Having witnessed some of the events leading up to a few people being asked to leave a church (sometimes nicely, other times not so much), I can tell you that it's not something that the leader of a congregation does or takes at all lightly.

Still, at some point a shepherd has to be more concerned w/ the overall well-being of his or her flock than he/she is w/ a couple of wayward sheep, especially if said sheep make a _habit_ of wandering about.

And it's possible that may have been -- at least to some degree -- what happened here.


----------



## thatbpguy (Dec 24, 2012)

I agree.

"Religious" does not equal "genuine believer".


----------



## GusPolinski (Jan 21, 2014)

thatbpguy said:


> I agree.
> 
> "Religious" does not equal "genuine believer".


It's worth nothing that the opposite is also true.


----------



## ConanHub (Aug 9, 2013)

I'll disagree with you on this one.

Some dumb ass mutherfvxker uses church and charity to rape or molest kids in my congregation and they better hope the authorities get to them before I do!

Christians that don't protect kids are a waste of skin.

Child molesters need to stay the hell away from kids.

Church should be a safe place for families and children.

Your friend's wife fvcked it up. Not the church.

I have zero sympathy for child molesters and rapists.
_Posted via Mobile Device_


----------



## ConanHub (Aug 9, 2013)

P.S. A lot of my abusers were hiding in church. My wife lost her virginity as a teenager from a married deacon that was supposed to be shepherding the youth.

Once people become sex offenders, you have to consider the safety of the innocent ahead of the offender.

You want the nice reformed child rapist involved with your little ones?
_Posted via Mobile Device_


----------



## EleGirl (Dec 3, 2011)

How old was the homeless girl?


----------



## TRy (Sep 14, 2011)

MountainRunner said:


> What I found so disturbing about this whole sordid affair was how he and his wife were ostracized and finally kicked out of the congregation.
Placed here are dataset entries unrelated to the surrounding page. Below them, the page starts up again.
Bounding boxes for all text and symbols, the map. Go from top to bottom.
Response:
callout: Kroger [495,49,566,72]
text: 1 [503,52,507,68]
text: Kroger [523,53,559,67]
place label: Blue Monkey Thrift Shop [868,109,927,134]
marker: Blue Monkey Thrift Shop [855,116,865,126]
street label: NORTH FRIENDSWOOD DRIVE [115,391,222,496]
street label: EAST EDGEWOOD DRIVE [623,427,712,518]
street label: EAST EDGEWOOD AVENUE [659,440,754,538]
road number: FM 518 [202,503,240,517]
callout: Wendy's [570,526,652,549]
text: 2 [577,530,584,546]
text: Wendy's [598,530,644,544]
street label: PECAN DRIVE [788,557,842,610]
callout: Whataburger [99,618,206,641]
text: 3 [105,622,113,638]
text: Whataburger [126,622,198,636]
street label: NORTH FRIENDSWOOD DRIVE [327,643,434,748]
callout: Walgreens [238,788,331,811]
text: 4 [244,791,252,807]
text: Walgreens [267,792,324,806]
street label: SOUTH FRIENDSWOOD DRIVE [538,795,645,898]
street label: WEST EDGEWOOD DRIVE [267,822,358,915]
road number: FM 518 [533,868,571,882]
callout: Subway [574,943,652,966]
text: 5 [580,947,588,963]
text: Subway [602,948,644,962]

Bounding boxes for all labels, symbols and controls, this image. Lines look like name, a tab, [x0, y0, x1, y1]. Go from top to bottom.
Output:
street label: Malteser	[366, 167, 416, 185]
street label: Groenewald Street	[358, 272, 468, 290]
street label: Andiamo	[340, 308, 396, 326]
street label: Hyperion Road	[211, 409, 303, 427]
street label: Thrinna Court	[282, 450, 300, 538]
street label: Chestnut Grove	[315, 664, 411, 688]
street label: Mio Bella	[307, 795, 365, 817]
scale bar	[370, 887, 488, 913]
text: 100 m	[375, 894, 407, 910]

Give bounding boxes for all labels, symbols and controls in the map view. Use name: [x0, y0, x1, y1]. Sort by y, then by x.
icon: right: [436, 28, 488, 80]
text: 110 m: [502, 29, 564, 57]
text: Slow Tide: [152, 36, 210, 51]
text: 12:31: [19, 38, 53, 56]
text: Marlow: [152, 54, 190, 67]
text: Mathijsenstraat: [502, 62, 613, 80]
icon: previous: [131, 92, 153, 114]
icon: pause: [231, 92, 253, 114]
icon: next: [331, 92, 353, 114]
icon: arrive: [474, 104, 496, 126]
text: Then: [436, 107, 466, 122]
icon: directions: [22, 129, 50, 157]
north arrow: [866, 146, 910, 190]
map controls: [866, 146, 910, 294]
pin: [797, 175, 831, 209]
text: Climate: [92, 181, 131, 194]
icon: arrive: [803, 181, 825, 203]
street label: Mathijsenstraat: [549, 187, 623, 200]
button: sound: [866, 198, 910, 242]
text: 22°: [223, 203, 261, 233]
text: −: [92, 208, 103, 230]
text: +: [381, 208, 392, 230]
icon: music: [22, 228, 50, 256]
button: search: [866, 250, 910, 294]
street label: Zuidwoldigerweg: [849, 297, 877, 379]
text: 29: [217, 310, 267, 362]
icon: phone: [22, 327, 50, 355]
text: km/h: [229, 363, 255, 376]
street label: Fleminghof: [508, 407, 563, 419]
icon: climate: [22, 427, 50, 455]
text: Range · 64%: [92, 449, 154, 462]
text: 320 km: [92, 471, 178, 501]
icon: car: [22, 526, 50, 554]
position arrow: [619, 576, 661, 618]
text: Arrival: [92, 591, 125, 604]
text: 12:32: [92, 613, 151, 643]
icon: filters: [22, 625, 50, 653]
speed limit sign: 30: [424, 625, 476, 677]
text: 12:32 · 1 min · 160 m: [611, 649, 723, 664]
The young lady was homeless and needed a place to live so my friend and his wife took her in, gave her a room. After some time, my friend (who was a former employee of mine) discovered that his wife and the young lady were "exploring their sexuality" with toys and whatnot. Without going into any great detail, it was discovered and she was convicted and is now a sex offender. She went to jail for about 9 months. During this time, their church turned their backs on them and would not allow them to worship.


 So your friend's wife is a convicted child molester that served time in jail for molesting a young homeless girl that needed a place to stay, and you are mad that the people of the church do not want them around their children? Many people think of child molesters as the lowest of the low, and would hold the church responsible for allowing a convicted child molester to be around their children. You may be comfortable having a child molester in your life, but do not be so judgmental of people that are not. I for one find it amazing that you appear to think that molesting this powerless young girl, such that jail time was served, is not a big deal to you.


----------



## Roselyn (Sep 19, 2010)

I disagree with you in your condemnation of the church here. I do not belong to any church nor a Christian. I am an agnostic. Your friend is ordained and his wife is a child molester and took advantage of a homeless girl. His wife will be around children and young people who are gullible. If his wife's behavior does not bother him, then such rules don't apply to his flock. No, he should be out in the curb with her.


----------



## AliceA (Jul 29, 2010)

So they took in a very vulnerable girl, obviously, as she was homeless, and the wife ended up having sexual relations with her.

I have to wonder if the fact that it was a woman who did it makes it somehow better than if a man did it?

Anyway, that aside, I would have to consider who I would want to associate with if I were part of a group of people. That's all the church he visited was, a group of people with some similar interests, in this case, religion. If I had a person who preyed on a young person, I assume under the age of 18 since she was convicted, in my group, I would consider leaving that group. It has nothing to do with forgiveness as I'm not the one against who she committed the crime so I have nothing to forgive. I do however have a vested interest in who I associate with, and someone who would take advantage of a young person in such a way is not someone I want in my life and certainly not near my own children.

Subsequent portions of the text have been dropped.